И, вероятно, еще более возмутившись тем, что, сказав это, он сказал очевидную неправду и что Балашев в той же покорной своей судьбе позе молча стоял перед ним, он круто повернулся назад, подошел к самому лицу Балашева и, делая энергические и быстрые жесты своими белыми руками, закричал почти:
– Знайте, что ежели вы поколеблете Пруссию против меня, знайте, что я сотру ее с карты Европы, – сказал он с бледным, искаженным злобой лицом, энергическим жестом одной маленькой руки ударяя по другой. – Да, я заброшу вас за Двину, за Днепр и восстановлю против вас ту преграду, которую Европа была преступна и слепа, что позволила разрушить.

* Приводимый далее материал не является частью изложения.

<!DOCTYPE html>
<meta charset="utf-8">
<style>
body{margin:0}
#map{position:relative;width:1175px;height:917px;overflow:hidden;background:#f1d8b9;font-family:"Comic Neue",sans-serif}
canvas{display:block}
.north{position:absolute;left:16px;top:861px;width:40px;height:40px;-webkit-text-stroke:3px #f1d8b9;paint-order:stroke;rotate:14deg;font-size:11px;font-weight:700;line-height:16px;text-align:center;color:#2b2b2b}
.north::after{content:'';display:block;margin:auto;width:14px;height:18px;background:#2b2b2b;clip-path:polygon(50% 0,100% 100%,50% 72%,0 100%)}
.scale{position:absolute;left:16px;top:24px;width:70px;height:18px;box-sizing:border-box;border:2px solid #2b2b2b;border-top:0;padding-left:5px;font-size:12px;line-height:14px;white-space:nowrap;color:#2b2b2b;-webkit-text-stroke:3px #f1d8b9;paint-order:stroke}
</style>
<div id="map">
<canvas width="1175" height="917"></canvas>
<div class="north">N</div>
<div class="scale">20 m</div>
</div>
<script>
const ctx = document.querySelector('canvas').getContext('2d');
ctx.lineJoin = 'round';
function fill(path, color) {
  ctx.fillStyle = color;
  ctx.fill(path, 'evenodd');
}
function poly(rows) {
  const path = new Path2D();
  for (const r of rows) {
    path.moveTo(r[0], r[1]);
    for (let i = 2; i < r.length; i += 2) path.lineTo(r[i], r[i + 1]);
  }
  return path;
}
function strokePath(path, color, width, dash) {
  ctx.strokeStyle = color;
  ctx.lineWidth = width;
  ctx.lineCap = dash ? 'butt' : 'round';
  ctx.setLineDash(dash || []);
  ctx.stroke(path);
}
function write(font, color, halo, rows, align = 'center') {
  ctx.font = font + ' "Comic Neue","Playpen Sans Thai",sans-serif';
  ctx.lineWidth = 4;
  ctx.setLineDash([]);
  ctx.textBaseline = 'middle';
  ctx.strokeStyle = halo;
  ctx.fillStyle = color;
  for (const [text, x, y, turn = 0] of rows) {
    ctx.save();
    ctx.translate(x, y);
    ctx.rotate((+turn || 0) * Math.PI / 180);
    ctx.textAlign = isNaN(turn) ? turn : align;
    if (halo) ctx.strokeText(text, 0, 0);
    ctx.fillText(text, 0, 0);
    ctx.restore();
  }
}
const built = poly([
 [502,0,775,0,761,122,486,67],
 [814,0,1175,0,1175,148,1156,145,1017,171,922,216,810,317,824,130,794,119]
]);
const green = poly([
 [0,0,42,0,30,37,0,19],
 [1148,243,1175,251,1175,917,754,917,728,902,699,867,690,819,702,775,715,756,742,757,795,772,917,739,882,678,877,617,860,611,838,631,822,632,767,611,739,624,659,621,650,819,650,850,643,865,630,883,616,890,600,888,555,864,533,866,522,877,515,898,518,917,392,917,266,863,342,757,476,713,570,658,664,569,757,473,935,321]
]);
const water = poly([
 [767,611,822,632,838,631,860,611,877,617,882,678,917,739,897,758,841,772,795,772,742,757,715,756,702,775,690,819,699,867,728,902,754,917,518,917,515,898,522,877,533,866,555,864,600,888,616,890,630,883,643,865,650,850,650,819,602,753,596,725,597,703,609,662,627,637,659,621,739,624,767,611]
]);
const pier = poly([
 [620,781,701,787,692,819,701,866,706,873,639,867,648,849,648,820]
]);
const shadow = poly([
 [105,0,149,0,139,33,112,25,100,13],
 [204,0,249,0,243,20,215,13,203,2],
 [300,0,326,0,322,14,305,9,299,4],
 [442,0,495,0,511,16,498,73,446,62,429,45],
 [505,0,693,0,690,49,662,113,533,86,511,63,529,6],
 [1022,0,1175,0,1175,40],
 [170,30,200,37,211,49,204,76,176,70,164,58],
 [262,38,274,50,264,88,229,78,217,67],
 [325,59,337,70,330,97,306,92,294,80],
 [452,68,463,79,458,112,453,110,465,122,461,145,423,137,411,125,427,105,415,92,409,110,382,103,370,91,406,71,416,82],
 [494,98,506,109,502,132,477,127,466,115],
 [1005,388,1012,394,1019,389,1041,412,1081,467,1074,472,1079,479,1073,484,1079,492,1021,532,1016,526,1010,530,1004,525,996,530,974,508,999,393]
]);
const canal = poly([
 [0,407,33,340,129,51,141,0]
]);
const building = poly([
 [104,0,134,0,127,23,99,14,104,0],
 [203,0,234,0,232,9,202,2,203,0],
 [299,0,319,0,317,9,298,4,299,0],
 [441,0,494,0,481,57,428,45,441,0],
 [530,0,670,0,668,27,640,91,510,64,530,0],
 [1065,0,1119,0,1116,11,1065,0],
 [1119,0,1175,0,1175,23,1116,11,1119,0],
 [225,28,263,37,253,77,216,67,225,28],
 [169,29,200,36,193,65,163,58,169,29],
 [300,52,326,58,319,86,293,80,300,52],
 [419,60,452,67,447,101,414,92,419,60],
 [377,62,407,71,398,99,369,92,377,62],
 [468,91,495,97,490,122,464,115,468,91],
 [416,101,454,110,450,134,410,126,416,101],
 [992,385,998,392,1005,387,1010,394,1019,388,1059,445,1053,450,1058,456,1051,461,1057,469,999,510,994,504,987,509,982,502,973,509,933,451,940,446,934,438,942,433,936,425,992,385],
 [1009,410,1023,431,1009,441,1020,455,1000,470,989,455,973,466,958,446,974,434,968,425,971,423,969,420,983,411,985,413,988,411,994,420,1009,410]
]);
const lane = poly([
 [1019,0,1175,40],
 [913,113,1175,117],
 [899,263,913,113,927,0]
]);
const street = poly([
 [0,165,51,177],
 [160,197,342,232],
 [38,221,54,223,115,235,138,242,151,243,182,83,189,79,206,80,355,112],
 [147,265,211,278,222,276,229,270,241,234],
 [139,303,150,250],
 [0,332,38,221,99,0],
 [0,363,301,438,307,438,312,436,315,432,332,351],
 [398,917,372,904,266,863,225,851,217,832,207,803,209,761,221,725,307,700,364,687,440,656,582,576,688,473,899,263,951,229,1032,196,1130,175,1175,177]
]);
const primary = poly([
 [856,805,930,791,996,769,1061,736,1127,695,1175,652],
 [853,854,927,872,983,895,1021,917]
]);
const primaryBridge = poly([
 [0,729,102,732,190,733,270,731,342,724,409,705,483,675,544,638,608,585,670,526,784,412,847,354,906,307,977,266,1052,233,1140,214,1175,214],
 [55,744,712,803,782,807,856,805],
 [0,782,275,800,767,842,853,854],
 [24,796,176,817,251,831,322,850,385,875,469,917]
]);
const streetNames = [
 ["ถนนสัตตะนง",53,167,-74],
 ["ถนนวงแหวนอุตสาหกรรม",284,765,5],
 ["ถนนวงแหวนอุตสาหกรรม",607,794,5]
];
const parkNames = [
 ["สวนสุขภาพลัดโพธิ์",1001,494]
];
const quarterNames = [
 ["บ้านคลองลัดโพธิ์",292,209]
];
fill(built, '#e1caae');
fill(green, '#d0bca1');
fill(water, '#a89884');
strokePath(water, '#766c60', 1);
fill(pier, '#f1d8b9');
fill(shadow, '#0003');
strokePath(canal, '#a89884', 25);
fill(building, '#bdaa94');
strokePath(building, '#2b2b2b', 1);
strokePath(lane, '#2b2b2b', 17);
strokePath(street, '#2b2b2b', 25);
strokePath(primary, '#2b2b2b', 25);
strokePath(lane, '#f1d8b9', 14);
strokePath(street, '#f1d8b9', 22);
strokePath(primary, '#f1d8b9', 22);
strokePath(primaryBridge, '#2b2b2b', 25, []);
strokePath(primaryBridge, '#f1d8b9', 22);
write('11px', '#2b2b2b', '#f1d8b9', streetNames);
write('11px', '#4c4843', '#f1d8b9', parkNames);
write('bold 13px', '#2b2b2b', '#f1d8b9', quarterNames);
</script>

Да, вот что с вами будет, вот что вы выиграли, удалившись от меня, – сказал он и молча прошел несколько раз по комнате, вздрагивая своими толстыми плечами. Он положил в жилетный карман табакерку, опять вынул ее, несколько раз приставлял ее к носу и остановился против Балашева. Он помолчал, поглядел насмешливо прямо в глаза Балашеву и сказал тихим голосом: – Et cependant quel beau regne aurait pu avoir votre maitre! [A между тем какое прекрасное царствование мог бы иметь ваш государь!]
Балашев, чувствуя необходимость возражать, сказал, что со стороны России дела не представляются в таком мрачном виде. Наполеон молчал, продолжая насмешливо глядеть на него и, очевидно, его не слушая. Балашев сказал, что в России ожидают от войны всего хорошего. Наполеон снисходительно кивнул головой, как бы говоря: «Знаю, так говорить ваша обязанность, но вы сами в это не верите, вы убеждены мною».